Le 31 mai 2017, le Conseil d’orientation des retraites (COR) a rendu public un dossier sur la convergence public/privé en matière de retraite(1) traitant dans une première partie des modalités de calcul de la retraite et de l’effort contributif comparé et, dans une seconde partie, des disparités en matière de droits familiaux et conjugaux. En effet, en France, coexistent aux côtés du régime général de retraite, plusieurs régimes spéciaux, dont ceux des agents publics. Cette convergence est un processus en cours depuis plusieurs années avec des réformes rapprochant les règles applicables aux différents régimes de retraites, mais des différences persistent entre salariés du secteur privé et fonctionnaires. Ces différences de structures et de fonctionnement des régimes de retraites peuvent s’expliquer par le nombre important des variables existantes.

Ainsi, les pensions de retraites diffèrent selon l’affiliation d’un retraité à un régime plutôt qu’un autre : 1 820 € /mois s’il relève du régime général ; 2 590 €/mois s’il relève du régime de la fonction publique et 1 880 € /mois s’il relève de la Caisse nationale de retraites des agents des collectivités locales (CNRACL).
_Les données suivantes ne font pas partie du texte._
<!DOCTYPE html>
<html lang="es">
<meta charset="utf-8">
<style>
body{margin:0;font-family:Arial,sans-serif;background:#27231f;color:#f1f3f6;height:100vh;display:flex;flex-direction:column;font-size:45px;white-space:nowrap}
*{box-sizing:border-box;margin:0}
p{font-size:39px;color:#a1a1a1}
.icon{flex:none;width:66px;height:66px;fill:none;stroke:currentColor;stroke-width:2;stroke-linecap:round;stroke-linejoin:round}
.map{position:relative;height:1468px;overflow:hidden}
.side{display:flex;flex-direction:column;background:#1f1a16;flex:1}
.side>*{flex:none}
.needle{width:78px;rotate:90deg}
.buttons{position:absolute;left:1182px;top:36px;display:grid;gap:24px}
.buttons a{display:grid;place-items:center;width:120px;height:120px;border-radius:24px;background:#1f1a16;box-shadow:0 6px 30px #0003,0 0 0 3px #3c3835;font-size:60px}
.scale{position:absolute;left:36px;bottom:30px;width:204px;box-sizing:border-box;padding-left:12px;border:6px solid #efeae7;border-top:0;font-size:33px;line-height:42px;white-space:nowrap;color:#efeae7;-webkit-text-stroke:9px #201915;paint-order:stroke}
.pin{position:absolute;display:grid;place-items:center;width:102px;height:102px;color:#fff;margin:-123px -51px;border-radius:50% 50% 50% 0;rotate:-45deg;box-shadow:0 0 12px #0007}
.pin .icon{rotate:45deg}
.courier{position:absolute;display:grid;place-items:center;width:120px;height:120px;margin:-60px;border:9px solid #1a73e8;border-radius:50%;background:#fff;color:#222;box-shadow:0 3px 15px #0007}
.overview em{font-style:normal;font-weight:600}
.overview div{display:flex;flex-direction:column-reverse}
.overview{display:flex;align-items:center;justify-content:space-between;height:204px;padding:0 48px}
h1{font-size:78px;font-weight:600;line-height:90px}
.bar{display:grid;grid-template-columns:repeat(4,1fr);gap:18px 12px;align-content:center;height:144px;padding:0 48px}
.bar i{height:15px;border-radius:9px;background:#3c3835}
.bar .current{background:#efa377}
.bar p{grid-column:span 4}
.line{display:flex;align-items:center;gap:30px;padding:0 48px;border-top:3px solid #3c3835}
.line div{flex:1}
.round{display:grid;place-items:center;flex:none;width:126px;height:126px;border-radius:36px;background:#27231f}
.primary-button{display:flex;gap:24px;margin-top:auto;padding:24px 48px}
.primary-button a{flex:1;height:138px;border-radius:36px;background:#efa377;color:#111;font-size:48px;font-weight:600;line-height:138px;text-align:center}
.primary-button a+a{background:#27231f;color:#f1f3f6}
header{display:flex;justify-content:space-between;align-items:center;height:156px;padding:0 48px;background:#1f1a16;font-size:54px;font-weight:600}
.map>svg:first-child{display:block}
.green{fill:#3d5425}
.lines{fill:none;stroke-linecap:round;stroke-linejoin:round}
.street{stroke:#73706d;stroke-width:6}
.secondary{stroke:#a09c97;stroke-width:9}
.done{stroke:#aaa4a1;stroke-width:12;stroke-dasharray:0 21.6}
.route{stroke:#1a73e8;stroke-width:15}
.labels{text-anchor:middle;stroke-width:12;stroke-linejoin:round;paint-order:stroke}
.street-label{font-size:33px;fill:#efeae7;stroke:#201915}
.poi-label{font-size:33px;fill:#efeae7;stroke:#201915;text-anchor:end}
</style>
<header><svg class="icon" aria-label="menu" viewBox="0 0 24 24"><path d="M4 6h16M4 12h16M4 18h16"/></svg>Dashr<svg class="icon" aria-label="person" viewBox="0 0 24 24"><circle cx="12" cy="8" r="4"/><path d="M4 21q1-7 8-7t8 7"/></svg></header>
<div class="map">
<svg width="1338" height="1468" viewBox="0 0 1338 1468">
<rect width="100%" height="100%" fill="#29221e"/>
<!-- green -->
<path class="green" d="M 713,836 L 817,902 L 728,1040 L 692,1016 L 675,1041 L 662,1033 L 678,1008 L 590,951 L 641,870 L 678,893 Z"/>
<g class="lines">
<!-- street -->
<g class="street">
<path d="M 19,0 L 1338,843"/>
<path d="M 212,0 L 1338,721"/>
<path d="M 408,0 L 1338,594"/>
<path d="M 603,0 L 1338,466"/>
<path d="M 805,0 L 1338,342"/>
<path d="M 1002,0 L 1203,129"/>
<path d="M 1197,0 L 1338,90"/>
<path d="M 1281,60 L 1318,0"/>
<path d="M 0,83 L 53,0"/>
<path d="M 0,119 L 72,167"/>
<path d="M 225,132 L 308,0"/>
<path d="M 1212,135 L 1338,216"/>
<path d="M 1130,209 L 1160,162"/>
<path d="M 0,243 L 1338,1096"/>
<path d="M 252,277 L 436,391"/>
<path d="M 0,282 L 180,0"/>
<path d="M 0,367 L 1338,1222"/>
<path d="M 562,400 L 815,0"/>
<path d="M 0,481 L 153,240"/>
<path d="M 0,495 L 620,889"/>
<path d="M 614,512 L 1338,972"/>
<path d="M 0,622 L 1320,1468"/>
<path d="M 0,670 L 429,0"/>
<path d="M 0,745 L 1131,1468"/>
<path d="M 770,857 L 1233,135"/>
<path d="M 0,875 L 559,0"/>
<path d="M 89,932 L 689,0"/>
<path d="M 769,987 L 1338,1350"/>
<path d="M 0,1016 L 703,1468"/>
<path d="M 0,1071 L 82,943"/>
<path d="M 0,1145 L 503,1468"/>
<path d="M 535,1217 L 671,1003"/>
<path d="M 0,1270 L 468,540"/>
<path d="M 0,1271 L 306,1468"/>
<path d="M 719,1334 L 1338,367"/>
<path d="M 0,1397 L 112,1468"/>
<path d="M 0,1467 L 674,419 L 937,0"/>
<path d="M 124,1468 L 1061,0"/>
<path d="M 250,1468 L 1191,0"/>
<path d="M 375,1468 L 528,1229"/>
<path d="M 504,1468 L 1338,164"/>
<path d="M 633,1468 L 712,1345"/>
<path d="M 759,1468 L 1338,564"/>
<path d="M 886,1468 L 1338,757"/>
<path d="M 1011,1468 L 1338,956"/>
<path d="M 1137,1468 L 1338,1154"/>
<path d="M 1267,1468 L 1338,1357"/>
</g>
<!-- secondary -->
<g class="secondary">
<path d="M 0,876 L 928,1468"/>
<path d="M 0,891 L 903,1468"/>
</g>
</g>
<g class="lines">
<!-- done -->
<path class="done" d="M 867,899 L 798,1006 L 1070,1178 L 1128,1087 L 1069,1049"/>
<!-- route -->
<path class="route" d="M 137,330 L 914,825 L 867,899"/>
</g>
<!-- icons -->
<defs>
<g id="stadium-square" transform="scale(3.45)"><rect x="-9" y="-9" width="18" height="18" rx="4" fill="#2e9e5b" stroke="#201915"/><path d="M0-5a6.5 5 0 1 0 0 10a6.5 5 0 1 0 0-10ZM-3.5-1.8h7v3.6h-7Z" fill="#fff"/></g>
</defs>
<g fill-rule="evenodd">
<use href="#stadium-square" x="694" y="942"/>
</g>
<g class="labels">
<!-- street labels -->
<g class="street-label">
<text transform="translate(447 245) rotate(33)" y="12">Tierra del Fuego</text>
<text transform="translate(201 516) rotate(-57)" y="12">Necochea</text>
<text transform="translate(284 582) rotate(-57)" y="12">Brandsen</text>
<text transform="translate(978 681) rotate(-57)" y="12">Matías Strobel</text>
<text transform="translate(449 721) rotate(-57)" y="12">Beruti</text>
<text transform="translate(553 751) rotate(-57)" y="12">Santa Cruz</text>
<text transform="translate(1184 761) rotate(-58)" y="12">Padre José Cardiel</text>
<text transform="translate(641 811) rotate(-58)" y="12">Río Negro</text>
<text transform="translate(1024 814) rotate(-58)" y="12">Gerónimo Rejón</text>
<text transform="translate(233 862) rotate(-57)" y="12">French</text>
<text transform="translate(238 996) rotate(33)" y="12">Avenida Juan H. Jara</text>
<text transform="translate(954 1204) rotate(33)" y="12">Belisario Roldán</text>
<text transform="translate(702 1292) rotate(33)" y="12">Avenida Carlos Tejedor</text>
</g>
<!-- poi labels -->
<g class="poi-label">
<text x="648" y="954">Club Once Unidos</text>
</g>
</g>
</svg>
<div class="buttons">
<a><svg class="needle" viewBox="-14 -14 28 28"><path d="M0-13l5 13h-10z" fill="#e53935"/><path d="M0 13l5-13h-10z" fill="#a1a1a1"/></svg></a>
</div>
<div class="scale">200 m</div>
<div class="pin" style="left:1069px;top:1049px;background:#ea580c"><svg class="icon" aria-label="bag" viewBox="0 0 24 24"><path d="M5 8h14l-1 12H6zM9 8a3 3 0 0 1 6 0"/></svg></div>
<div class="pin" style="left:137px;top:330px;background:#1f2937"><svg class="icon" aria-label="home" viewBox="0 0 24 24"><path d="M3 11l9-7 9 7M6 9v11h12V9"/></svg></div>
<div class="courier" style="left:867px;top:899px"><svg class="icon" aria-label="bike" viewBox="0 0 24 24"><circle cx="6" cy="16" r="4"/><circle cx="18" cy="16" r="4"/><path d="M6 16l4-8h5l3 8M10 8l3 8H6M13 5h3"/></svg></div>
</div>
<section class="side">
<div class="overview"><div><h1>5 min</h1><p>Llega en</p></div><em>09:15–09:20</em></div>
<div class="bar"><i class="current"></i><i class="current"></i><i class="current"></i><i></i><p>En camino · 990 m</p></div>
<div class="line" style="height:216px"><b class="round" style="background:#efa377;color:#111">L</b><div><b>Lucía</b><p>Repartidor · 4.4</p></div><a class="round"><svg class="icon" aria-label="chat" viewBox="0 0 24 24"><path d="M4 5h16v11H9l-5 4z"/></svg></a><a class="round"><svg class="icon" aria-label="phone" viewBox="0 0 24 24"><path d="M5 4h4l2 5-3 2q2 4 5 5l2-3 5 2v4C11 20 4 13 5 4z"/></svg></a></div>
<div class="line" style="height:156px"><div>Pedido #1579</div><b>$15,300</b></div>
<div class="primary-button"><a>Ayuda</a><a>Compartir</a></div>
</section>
Les efforts contributifs (taux de cotisation) varient également entre les salariés du secteur privé et les fonctionnaires. La comparaison de ces efforts contributifs laisse apparaître un écart de « 6,9 points en considérant que les disparités d’âge d’ouverture des droits doivent être prises en charge par les régimes concernés et de 4 points sous l’hypothèse d’une prise en charge par la collectivité au titre de la solidarité nationale ». Le dossier du COR comporte plusieurs analyses fondées sur des simulations appliquées à des carrières types.
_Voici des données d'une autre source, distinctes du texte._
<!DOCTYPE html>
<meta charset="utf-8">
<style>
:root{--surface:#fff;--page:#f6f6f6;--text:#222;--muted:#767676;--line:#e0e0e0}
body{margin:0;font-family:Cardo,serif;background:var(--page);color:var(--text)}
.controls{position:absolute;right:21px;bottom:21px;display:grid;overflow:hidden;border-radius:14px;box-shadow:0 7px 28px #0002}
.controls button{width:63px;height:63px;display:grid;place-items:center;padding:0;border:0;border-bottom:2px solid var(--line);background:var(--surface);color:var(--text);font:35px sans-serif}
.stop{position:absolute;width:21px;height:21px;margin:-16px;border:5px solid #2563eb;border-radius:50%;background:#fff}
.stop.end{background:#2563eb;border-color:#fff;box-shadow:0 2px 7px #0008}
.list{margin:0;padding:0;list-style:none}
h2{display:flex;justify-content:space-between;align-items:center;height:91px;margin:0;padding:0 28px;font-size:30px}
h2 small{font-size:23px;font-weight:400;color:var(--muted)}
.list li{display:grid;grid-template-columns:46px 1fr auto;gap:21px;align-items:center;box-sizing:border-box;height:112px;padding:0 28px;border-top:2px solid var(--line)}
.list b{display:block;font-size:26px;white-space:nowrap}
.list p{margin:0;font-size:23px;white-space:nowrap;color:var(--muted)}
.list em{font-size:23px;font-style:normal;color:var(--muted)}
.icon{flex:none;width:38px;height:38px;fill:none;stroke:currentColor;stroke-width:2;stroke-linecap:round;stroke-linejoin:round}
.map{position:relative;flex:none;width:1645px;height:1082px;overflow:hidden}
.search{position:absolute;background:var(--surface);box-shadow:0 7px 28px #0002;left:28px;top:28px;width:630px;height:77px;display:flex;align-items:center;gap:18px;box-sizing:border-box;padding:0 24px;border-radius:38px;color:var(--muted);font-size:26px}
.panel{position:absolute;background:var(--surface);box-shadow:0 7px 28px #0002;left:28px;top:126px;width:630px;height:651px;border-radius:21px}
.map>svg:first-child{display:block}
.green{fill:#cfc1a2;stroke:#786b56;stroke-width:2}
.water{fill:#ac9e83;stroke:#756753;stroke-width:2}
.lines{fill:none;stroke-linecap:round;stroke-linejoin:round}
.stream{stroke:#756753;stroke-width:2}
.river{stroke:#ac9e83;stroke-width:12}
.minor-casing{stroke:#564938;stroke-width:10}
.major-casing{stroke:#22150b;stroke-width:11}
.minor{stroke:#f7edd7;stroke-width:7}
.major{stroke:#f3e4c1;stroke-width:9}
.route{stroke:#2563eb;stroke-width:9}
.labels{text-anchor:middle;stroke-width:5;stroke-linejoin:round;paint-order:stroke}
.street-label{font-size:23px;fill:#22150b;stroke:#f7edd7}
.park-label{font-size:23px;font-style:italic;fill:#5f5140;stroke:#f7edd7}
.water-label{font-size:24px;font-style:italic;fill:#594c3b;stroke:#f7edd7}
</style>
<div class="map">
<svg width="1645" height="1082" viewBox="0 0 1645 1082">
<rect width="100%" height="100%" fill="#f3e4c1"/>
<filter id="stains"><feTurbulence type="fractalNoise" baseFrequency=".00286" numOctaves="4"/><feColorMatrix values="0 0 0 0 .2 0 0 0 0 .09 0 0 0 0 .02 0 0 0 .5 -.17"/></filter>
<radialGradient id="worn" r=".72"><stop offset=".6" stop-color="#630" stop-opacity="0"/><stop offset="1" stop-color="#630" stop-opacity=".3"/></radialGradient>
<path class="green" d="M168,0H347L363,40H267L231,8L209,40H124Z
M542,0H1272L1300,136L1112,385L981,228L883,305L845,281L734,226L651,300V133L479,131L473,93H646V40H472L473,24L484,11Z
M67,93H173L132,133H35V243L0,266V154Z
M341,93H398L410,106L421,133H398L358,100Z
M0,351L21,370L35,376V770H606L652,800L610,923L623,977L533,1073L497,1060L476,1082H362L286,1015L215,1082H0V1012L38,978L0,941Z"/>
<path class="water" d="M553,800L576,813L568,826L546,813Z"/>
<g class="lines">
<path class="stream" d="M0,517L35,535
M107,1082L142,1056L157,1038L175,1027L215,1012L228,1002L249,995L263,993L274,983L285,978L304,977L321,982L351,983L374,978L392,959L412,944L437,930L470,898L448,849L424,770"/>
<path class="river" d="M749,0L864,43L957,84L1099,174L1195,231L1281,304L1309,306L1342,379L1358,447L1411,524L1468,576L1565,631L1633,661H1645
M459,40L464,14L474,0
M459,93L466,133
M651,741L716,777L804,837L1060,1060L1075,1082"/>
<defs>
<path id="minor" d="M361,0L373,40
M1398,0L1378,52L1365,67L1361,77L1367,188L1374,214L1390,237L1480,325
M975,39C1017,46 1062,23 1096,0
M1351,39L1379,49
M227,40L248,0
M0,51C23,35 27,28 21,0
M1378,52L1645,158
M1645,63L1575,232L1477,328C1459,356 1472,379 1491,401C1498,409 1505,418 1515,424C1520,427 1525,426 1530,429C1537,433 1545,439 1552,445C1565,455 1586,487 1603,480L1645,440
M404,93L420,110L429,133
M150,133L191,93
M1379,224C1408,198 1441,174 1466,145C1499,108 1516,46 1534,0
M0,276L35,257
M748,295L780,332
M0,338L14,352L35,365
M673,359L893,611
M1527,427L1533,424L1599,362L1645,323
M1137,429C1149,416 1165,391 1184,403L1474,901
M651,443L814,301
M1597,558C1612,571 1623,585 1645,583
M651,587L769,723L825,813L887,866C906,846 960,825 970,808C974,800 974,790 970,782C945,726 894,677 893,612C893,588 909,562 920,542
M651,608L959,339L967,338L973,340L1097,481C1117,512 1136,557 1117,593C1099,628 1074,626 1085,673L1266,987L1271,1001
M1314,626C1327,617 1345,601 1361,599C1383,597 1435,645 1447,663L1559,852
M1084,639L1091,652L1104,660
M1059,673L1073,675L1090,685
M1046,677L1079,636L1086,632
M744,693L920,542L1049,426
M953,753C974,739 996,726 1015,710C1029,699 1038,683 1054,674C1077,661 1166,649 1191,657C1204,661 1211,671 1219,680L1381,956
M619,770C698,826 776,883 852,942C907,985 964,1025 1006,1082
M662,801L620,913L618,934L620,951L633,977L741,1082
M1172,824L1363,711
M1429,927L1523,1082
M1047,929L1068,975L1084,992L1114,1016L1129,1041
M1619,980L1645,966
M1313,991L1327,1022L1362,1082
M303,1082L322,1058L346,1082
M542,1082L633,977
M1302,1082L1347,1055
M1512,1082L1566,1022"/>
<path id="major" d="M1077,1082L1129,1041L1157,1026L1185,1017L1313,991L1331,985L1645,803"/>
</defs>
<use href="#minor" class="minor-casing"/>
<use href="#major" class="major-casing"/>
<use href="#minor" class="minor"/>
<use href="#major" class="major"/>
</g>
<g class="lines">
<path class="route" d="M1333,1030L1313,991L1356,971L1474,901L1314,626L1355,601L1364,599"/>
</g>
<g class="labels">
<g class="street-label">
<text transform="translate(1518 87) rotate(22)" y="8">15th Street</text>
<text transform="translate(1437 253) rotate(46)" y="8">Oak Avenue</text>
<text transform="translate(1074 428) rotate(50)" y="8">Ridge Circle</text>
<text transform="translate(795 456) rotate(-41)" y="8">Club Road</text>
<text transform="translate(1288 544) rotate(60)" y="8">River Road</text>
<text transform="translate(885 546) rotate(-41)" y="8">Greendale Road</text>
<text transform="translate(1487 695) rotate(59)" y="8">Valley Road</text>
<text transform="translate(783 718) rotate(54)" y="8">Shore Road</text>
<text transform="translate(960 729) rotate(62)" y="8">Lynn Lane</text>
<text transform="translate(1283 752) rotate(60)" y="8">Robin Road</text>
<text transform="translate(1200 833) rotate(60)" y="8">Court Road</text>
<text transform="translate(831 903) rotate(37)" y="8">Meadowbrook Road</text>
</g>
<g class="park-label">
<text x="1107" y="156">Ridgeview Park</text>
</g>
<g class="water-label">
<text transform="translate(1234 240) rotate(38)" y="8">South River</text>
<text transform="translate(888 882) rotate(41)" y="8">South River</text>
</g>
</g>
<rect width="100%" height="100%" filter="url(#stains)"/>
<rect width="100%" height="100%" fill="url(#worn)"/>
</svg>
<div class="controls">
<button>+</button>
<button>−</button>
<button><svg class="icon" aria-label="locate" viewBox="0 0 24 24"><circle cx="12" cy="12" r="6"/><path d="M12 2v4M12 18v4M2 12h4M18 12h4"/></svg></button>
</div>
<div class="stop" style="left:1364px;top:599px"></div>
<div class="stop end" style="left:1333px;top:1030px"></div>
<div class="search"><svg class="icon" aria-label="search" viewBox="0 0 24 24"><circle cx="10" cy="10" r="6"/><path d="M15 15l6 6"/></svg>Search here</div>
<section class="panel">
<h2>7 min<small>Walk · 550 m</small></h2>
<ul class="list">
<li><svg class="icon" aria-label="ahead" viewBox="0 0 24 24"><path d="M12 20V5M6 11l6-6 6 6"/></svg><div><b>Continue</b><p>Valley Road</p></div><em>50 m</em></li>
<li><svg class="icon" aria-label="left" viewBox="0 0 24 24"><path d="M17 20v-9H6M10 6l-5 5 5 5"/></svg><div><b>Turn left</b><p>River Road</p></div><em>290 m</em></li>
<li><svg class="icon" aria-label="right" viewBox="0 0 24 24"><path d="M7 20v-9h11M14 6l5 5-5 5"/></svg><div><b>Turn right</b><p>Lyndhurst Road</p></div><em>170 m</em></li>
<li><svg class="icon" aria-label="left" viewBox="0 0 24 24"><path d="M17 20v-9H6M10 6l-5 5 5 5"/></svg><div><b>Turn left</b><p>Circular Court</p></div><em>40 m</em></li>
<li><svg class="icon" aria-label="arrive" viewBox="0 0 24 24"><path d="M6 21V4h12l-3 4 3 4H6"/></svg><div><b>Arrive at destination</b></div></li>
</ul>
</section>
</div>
Le COR relève également que les règles de majoration de durée d’assistance (MDA) - qui consiste à majorer la durée d’assurance au titre de l’incidence de certains événements familiaux sur la vie professionnelle – les bonifications de durée de service ainsi que les majorations de pensions des parents de trois enfants ou plus sont très différentes selon les régimes. Ainsi, les pensions des parents ayant trois enfants ou plus affiliés au régime général voient leur pensions majorées de 10 % alors que dans la fonction publique la majoration est de 10 % au troisième enfant, puis de 5 % par enfant supplémentaire.